Exercise objective
Return all the lines below exactly as written. Drop every picture.

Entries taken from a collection
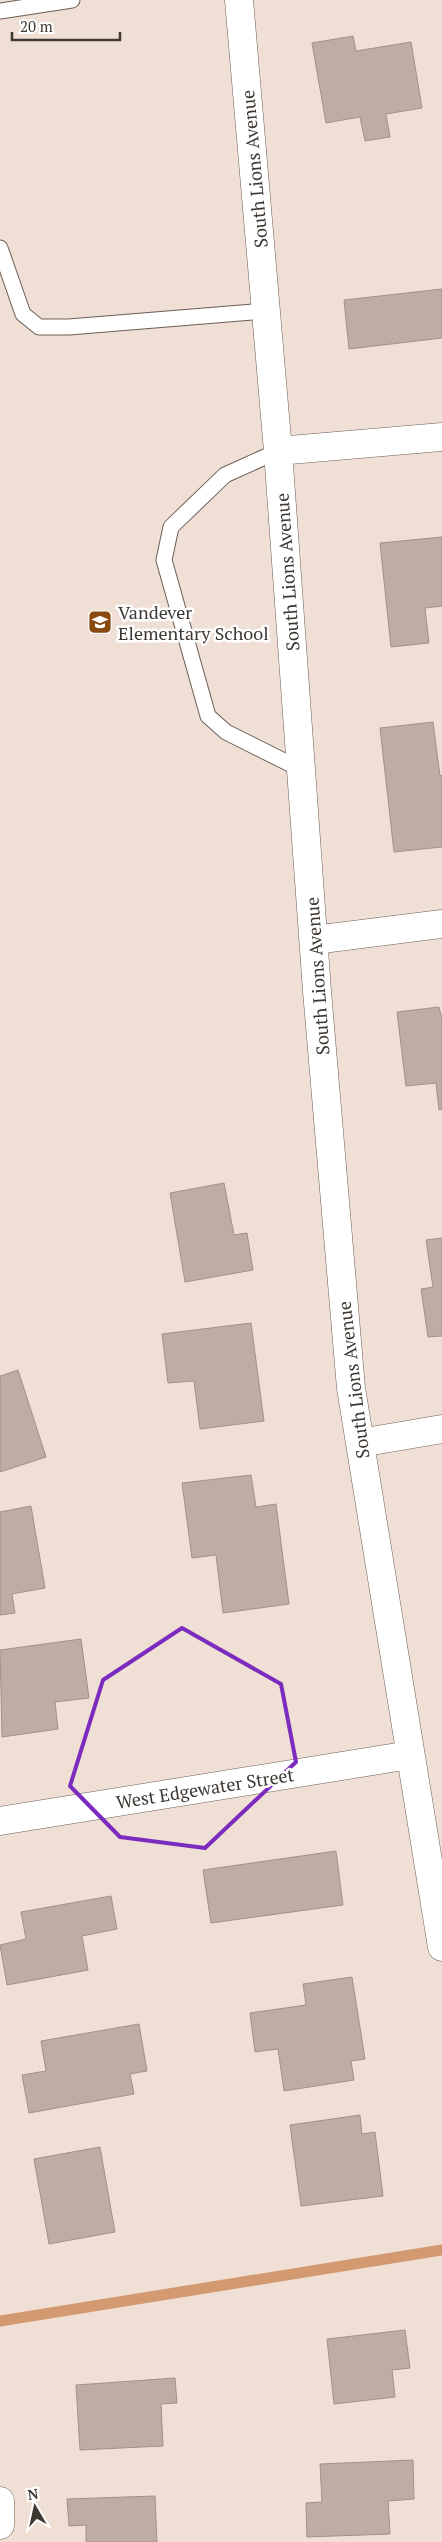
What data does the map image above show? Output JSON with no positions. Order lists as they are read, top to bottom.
{
  "streets": {
    "street": ["South Lions Avenue", "West Edgewater Street"]
  },
  "crossings": [
    ["South Lions Avenue", "West Edgewater Street"]
  ],
  "places": {
    "school or university": ["Vandever Elementary School"]
  },
  "scale_bar": "20 m",
  "north": "top"
}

Task response
What data does the map image above show? Output JSON with no positions. Order lists as they are read, top to bottom.
{
  "streets": {
    "street": ["South Lions Avenue", "West Edgewater Street"]
  },
  "crossings": [
    ["South Lions Avenue", "West Edgewater Street"]
  ],
  "places": {
    "school or university": ["Vandever Elementary School"]
  },
  "scale_bar": "20 m",
  "north": "top"
}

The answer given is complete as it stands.